As appeared in the
June 2016 Edition of Up Portland

Hello everyone!

This month I’ll be talking about a fairly simple phenomenon but one that impacts the Portland area daily in the Summer months: fog. Fog is as much a staple of life on the coast of Maine as the salty air and the rocky coast. Seemingly clear nights can turn into an ever shifting wall of grey by morning. Likewise, warm morning sun can instantly give way to a cold misty afternoon.

Fog forms off the coast of Maine when warm air moves over cold water. The cold water lowers the temperature of the air which acts to condense the moisture in the air. The condensation of the moisture in the air results in thick fog. Fog banks move at the mercy of the wind which accounts for their sudden arrival and departure.
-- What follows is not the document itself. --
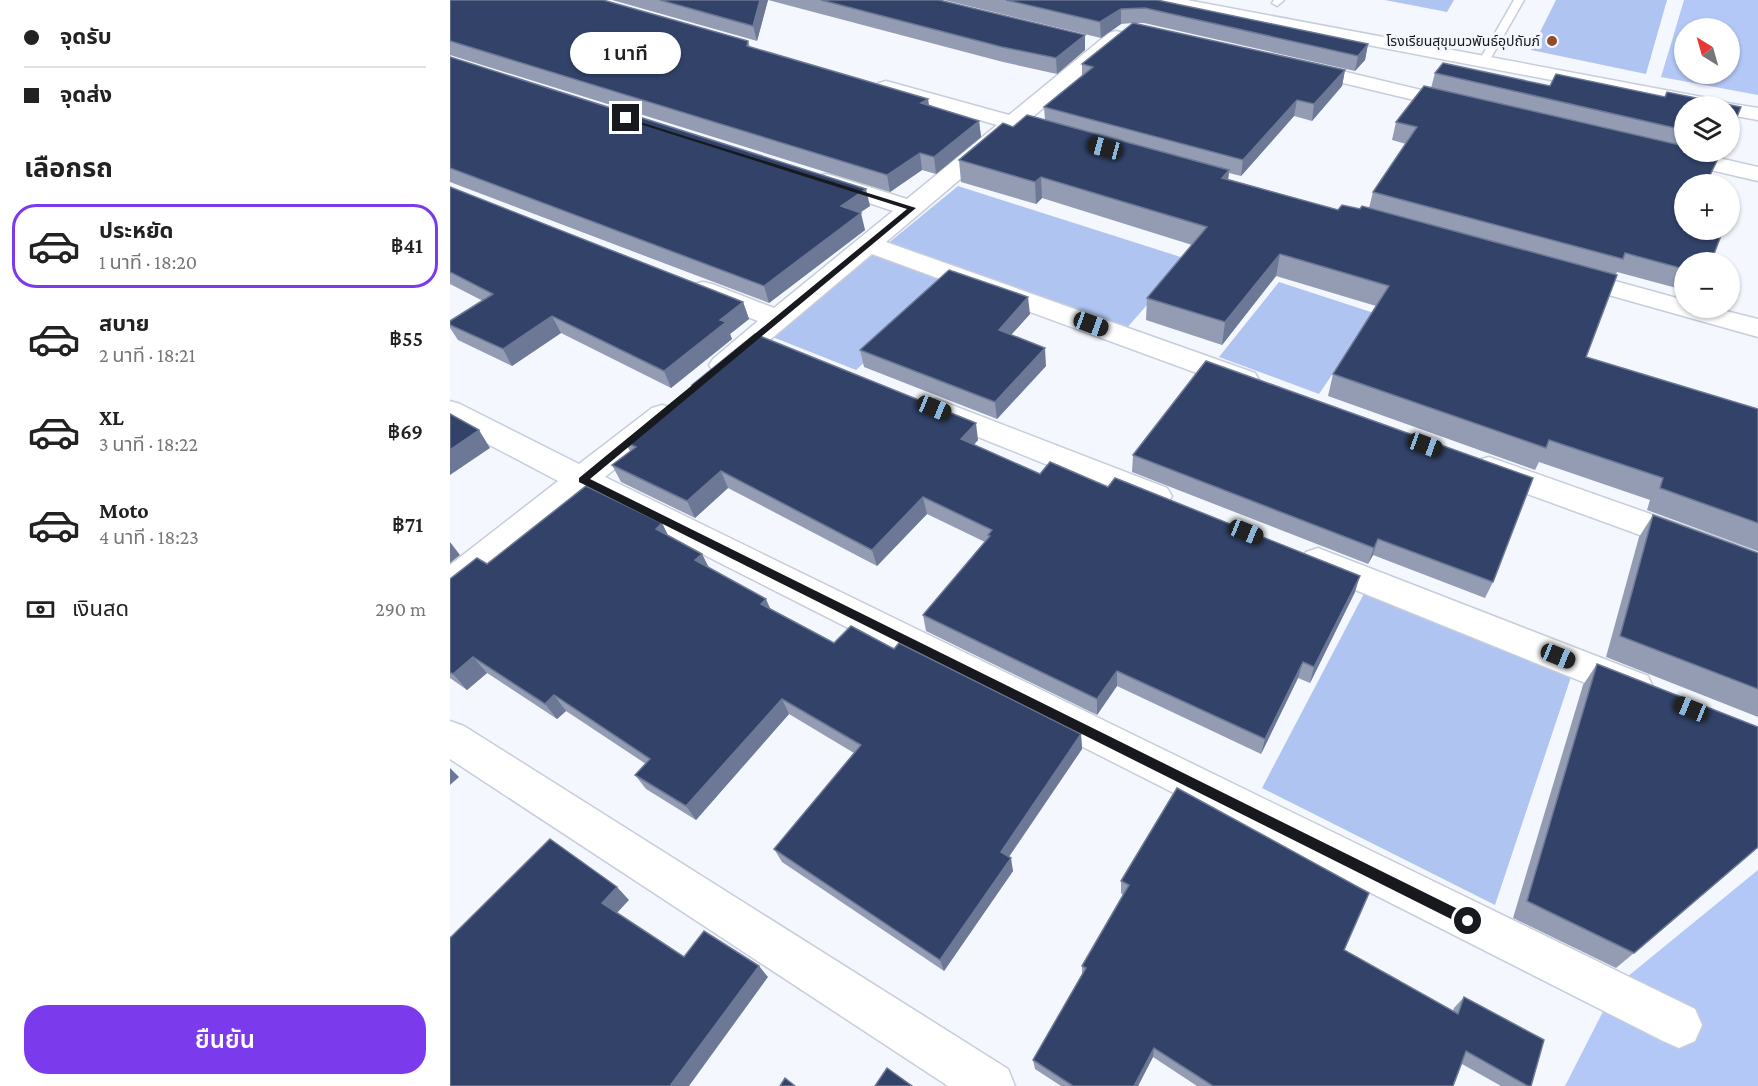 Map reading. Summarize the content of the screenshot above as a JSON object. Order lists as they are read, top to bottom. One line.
{"places":["โรงเรียนสุขุมนวพันธ์อุปถัมภ์"],"north":"top left","page":{"banner":["จุดรับ","จุดส่ง"],"map_buttons":["+","−"],"bubble":"1 นาที","heading":"เลือกรถ","list":[{"name":"ประหยัด","note":"1 นาที · 18:20","value":"฿41"},{"name":"สบาย","note":"2 นาที · 18:21","value":"฿55"},{"name":"XL","note":"3 นาที · 18:22","value":"฿69"},{"name":"Moto","note":"4 นาที · 18:23","value":"฿71"}],"pay":["เงินสด","290 m"],"buttons":"ยืนยัน"}}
A subtle shift in wind from the South to the South-East can mean the difference between sunny with 80 degree temps and thick mist/drizzle with 60F temps.

These wind shifts can be quite subtle due to the geography of the Gulf of Maine. Southerly or South-Westerly winds such as those seen during the Summer months will travel over either the baking hot Southeast U.S. and Mid-Atlantic or the toasty Gulf Stream waters before they arrive here. This ensures a constant supply of warm moist air. Once you get to around Cape Cod and the cold Labrador current takes over the ocean so the warm, moist air cools, condenses, and turns quickly to fog. Even the slightest easterly component to the wind will drive this fog bank right into the coast.

How does morning fog burn off to a beautiful afternoon? 

As the sun comes up and its warm rays beat down on the city, the temperature of the fog bank begins to rise. Eventually, layer by layer, the air comprising the fog bank warms above the dew point and the condensation vaporizes into invisible water vapour leaving a wonderful Summer’s day to be enjoyed.